Ce jour-là, personne ne s’étonna de l’absence du Dr. Hermann Flisfirch. Certains ne l’avaient pas remarquée, certains l’avaient remarquée mais s’en fichaient, d’autres semblaient s’en réjouir, tel le Pr. József Sárosi, collaborateur bulgare et beau-frère du Pr. Biró, bien connu pour ses études de l’effet de tension dans les comportements des hommes politiques en période de crise; le Pr. Sárosi tint en effet à spécifier à la cantonade combien il était heureux d’être débarrassé de ce « provocateur », de ce « boche yankee », de ce « cocksuker du IVème Reich » (sic), comme il nomma le Dr. Flirfirch, son distingué confrère, promoteur infatigable de l’intervention instrumentale directe sur les mécanismes cérébraux, – jusqu’à ce Mr. Lionel Burnet, l’un des organisateurs du colloque, s’avisât d’appeler l’hôtel Piémont où l’absent avait choisi de séjourner.

On découvrit le corps du Dr. Flisfirch dans sa chambre en grand désordre, le crâne défoncé et curieusement chapeauté d’un abat-jour.

Les soupçons se portèrent aussitôt sur le Pr. Gerd Biró. Eu égard à l’incident récent, tout le désignait comme l’auteur de ces représailles, mais l’enquête révéla qu’il avait passé la nuit en compagnie de sa soigneuse, Mme Rajaonarimanana, scientifique méthodique, aussi joviale que corpulente, notoirement attirée par les charmes du sexe fort, en conséquence de quoi il apparut qu’il devait s’être trouvé dans l’incapacité matérielle de satisfaire l’appétit de la susdite et de fracasser simultanément la tête du Dr. Flisfirch avec un pied de lampe. Peu après, alors que la police interrogeait le réceptionniste de l’hôtel Piémont, celui-ci affirma reconnaître le Pr. József Sárosi, dont la haute taille et les moustaches en guidon de vélo facilitaient l’identification; ses paroles peu amènes à l’endroit du défunt, qui avaient été rapportées aux enquêteurs, confirmèrent son statut de nouveau suspect. Interrogé sur son emploi du temps, le Pr. Sárosi ne tarda pas à admettre qu’il était allé rendre visite au Dr. Flisfirch la veille au soir dans sa chambre d’hôtel, « afin de mettre au clair une série de détails soulevés par une approche purement bio-sociologique de l’agressivité humaine », comme il le déclara sans ambages, « et de contester la réduction du fait de civilisation au bon vouloir des hormones », ajouta-t-il, pour autant qu’on pût comprendre distinctement son propos, car il se trouvait encore sous l’emprise de la grande quantité de rakia, ou rakija (alcool de prune pouvant atteindre les 65%) qu’il avait ingurgitée au Longe Bar de l’hôtel.

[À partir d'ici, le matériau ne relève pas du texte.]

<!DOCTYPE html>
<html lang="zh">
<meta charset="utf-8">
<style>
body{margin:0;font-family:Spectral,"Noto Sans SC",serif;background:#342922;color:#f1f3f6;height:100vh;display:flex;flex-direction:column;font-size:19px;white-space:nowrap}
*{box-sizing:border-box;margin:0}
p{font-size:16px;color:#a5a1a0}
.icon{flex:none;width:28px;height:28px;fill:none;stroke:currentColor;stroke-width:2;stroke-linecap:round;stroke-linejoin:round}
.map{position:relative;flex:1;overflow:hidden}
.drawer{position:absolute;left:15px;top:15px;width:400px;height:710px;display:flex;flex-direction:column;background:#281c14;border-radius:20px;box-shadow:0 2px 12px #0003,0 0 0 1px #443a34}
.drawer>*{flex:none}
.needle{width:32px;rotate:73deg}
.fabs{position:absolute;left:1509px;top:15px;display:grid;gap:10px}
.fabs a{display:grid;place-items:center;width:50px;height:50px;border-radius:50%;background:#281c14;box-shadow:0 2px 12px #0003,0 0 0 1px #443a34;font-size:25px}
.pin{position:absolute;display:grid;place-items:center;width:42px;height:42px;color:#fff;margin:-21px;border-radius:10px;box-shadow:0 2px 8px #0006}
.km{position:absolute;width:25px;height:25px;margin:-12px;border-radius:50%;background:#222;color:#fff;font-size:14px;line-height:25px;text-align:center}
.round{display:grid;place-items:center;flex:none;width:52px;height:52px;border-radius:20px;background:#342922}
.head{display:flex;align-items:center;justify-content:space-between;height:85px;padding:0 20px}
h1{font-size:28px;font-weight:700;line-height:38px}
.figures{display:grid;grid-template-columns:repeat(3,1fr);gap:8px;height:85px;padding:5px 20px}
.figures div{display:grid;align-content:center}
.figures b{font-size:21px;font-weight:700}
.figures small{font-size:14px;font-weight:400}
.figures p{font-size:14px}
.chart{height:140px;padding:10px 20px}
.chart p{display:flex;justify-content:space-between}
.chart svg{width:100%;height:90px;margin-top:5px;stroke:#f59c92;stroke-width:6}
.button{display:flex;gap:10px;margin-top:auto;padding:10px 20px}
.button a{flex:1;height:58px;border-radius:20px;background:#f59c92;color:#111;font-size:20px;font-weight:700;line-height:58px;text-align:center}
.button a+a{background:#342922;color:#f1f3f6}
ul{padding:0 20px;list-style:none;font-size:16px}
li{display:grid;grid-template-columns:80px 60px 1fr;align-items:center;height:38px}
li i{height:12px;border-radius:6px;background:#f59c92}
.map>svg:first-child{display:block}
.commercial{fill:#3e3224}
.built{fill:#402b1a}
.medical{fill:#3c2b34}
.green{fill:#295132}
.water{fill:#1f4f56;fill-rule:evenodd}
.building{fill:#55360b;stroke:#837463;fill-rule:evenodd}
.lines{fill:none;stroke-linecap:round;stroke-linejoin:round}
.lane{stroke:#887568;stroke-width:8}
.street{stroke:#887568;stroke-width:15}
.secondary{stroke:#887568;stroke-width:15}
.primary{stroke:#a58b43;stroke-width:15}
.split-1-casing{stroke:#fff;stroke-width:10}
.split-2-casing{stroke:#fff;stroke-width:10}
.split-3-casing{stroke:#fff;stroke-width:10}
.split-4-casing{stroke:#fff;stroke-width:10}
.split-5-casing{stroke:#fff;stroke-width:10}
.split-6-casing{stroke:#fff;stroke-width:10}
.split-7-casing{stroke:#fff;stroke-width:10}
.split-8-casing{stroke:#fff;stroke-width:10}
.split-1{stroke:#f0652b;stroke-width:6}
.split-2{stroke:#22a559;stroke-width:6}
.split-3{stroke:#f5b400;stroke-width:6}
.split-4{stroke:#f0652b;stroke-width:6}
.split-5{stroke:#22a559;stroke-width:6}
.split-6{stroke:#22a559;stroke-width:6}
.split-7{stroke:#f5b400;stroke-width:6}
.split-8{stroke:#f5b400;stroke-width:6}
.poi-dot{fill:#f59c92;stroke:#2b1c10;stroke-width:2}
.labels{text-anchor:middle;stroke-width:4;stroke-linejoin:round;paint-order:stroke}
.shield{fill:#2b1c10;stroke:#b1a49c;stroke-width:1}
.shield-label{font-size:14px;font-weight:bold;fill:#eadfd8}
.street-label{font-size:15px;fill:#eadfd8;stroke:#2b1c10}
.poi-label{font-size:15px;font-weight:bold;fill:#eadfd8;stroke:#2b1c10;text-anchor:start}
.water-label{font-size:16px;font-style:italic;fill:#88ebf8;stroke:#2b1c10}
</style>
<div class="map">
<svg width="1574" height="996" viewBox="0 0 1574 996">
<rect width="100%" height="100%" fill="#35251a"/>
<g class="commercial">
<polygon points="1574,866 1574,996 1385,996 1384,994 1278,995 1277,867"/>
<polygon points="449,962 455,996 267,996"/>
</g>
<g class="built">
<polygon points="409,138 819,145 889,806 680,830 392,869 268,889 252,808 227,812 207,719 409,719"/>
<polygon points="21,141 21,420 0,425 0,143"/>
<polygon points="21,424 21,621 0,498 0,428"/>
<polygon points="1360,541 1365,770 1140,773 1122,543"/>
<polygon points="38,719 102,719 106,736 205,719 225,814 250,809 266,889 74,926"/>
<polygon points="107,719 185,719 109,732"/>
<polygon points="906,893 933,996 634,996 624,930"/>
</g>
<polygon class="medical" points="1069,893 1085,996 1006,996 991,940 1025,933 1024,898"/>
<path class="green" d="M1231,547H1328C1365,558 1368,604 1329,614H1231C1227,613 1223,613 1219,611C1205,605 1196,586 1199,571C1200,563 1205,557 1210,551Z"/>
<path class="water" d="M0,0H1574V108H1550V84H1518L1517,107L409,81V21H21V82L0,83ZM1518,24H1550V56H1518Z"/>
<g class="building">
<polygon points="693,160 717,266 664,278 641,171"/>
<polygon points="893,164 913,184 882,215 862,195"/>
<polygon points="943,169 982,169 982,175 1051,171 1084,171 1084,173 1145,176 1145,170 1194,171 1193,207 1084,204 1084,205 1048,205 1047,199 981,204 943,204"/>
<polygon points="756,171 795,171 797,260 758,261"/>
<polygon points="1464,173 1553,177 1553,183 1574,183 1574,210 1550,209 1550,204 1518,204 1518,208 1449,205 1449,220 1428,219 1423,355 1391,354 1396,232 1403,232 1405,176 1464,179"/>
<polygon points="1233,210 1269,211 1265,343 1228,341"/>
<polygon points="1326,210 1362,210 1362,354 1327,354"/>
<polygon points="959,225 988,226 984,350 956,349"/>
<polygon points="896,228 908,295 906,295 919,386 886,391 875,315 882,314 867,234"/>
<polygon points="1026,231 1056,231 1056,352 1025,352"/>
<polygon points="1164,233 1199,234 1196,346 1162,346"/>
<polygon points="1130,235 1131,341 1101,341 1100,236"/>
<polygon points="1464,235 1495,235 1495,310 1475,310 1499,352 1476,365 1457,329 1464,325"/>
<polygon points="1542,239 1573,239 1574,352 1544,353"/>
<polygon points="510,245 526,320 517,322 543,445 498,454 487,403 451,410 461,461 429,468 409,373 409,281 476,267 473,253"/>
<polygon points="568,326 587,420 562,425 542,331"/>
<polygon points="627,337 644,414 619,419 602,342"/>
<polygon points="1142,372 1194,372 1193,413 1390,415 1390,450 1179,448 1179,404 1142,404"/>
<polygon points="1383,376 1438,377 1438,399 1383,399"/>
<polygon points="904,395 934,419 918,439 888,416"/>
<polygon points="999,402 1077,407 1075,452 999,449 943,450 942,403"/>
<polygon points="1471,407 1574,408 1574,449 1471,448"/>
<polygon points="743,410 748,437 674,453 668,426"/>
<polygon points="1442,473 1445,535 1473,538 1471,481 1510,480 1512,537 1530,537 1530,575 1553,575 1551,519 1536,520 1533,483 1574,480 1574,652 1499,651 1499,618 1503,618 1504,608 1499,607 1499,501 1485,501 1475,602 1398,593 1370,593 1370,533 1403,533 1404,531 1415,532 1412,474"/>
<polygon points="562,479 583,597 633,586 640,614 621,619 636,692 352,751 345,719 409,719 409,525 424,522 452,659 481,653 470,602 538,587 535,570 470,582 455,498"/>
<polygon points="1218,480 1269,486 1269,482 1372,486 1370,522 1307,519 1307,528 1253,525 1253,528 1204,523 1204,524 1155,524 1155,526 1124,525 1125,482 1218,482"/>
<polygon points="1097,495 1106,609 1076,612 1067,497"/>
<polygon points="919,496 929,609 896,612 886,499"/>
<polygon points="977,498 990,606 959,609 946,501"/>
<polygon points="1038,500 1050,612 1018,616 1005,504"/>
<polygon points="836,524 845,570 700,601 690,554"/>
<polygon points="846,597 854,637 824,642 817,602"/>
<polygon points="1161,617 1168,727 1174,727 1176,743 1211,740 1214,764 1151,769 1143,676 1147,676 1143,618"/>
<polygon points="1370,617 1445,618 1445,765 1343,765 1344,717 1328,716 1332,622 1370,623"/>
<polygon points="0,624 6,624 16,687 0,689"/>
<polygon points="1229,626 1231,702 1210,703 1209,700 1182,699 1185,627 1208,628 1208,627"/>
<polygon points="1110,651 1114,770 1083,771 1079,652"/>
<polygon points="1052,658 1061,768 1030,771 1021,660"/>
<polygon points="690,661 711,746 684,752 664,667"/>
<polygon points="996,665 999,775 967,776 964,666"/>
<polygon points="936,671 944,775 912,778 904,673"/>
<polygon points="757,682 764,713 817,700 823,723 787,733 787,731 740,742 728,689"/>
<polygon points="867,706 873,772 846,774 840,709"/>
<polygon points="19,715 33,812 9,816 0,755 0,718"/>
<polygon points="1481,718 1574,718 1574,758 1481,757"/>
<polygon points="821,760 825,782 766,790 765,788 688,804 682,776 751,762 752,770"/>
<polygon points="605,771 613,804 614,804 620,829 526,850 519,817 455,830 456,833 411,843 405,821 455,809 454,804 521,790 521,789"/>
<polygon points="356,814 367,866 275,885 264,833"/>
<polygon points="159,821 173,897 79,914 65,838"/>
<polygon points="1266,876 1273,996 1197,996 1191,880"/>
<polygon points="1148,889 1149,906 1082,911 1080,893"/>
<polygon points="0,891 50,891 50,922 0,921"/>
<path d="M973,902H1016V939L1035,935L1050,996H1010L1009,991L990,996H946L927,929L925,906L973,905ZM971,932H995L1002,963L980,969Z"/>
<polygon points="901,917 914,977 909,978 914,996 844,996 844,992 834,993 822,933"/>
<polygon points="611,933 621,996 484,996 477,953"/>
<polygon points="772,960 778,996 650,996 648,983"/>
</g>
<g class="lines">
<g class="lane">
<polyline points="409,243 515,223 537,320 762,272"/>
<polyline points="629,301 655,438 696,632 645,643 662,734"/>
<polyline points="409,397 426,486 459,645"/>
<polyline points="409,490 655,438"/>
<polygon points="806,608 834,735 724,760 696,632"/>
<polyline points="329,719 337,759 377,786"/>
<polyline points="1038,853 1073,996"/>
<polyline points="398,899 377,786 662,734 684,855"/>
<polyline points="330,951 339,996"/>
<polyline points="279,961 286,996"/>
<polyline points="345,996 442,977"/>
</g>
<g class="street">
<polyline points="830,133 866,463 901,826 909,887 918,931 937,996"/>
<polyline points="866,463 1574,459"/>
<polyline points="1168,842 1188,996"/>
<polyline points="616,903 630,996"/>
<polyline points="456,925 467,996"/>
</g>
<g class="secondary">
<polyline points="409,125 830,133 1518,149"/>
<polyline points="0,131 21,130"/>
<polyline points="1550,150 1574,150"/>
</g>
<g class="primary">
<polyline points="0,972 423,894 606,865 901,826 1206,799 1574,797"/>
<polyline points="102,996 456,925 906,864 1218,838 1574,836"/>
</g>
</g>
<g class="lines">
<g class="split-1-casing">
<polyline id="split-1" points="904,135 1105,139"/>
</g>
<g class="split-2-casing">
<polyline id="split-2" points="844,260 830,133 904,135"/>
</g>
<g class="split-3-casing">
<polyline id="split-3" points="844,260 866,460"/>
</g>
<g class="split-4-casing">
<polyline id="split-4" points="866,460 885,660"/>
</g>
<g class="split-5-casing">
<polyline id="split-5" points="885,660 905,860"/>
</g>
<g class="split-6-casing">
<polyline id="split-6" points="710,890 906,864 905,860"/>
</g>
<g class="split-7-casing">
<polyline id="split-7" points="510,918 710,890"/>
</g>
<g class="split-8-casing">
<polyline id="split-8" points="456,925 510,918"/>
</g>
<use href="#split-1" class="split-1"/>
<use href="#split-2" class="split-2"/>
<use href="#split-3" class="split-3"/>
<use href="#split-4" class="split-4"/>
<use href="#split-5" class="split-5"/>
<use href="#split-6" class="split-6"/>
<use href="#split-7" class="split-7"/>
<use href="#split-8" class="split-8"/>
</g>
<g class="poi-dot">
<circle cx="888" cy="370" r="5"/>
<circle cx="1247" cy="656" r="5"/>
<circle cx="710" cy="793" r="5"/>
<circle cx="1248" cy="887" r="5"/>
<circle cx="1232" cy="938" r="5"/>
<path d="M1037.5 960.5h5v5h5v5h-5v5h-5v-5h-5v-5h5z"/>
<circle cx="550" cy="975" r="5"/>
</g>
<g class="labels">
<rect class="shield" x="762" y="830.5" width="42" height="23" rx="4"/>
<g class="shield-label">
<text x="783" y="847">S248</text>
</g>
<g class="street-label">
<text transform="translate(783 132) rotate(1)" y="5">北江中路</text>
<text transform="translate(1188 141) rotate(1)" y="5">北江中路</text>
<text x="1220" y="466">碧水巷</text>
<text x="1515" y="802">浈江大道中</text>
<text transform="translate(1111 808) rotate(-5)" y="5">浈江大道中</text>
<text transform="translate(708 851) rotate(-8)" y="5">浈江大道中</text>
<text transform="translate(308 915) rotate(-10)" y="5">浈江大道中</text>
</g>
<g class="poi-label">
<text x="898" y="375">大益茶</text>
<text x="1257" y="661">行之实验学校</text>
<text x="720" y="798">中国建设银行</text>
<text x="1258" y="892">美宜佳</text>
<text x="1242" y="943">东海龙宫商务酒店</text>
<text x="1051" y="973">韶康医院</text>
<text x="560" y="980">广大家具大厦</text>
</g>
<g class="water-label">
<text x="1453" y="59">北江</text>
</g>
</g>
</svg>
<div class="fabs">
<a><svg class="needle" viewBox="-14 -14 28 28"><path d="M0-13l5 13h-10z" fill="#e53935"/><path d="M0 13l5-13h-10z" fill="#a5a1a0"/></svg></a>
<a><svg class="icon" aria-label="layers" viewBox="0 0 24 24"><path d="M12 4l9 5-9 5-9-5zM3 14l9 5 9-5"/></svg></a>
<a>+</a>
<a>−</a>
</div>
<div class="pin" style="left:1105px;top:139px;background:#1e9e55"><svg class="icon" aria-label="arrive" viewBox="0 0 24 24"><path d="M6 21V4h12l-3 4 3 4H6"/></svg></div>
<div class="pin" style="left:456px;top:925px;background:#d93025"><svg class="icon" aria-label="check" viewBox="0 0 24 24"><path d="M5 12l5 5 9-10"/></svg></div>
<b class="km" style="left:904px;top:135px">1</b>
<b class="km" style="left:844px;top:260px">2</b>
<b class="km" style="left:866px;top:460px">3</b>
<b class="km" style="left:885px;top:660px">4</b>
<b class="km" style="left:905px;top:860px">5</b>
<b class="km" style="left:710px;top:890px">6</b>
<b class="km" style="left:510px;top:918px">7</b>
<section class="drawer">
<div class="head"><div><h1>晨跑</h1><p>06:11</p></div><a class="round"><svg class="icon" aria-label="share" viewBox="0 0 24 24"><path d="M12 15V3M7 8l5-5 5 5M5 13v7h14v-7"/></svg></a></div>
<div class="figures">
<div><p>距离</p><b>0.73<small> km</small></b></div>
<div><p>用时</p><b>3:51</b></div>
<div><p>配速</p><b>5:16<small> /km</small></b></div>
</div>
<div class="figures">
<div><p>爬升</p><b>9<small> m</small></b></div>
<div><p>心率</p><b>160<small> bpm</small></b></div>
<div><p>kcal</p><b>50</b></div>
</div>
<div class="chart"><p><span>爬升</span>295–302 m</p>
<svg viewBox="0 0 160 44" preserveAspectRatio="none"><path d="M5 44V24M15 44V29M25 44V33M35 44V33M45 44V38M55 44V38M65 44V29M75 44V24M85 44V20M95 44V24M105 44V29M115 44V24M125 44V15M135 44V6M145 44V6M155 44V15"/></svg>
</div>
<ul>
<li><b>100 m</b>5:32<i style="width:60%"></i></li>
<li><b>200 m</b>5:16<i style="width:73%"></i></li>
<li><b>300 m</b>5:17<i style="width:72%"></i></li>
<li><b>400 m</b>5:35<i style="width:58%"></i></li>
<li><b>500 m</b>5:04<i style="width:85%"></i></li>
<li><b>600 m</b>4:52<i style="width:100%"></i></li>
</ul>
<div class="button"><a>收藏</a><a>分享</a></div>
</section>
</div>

Entre-temps, la présence mystérieuse de l’abat-jour au sommet sincipital du Dr. Hermann Flisfirch, – un réflecteur conique standard, en tissu de coton couleur crème, orné d’une garniture à pompons –, avait suscité de vives polémiques et divisé nos experts internationaux en plusieurs camps, poussant les uns à l’insulte, les autres à gifler leurs détracteurs, soit qu’ils défendissent l’hypothèse d’un coiffage accidentel au cours de la lutte meurtrière, soit qu’ils étayassent le postulat d’un auto-couronnement in extremis, non dénué de noblesse, en l’honneur de la Science.

L’énigme fut bientôt éclaircie par le Pr. József Sárosi lui-même, qui lança à l’adresse de ses éminents collègues, au moment où on lui passait les menottes: « Voilà ce qui arrive quand on se prend pour une lumière! ».

D’un commun accord avec les autorités, les organisateurs jugèrent préférable de remettre la suite du colloque à une date ultérieure.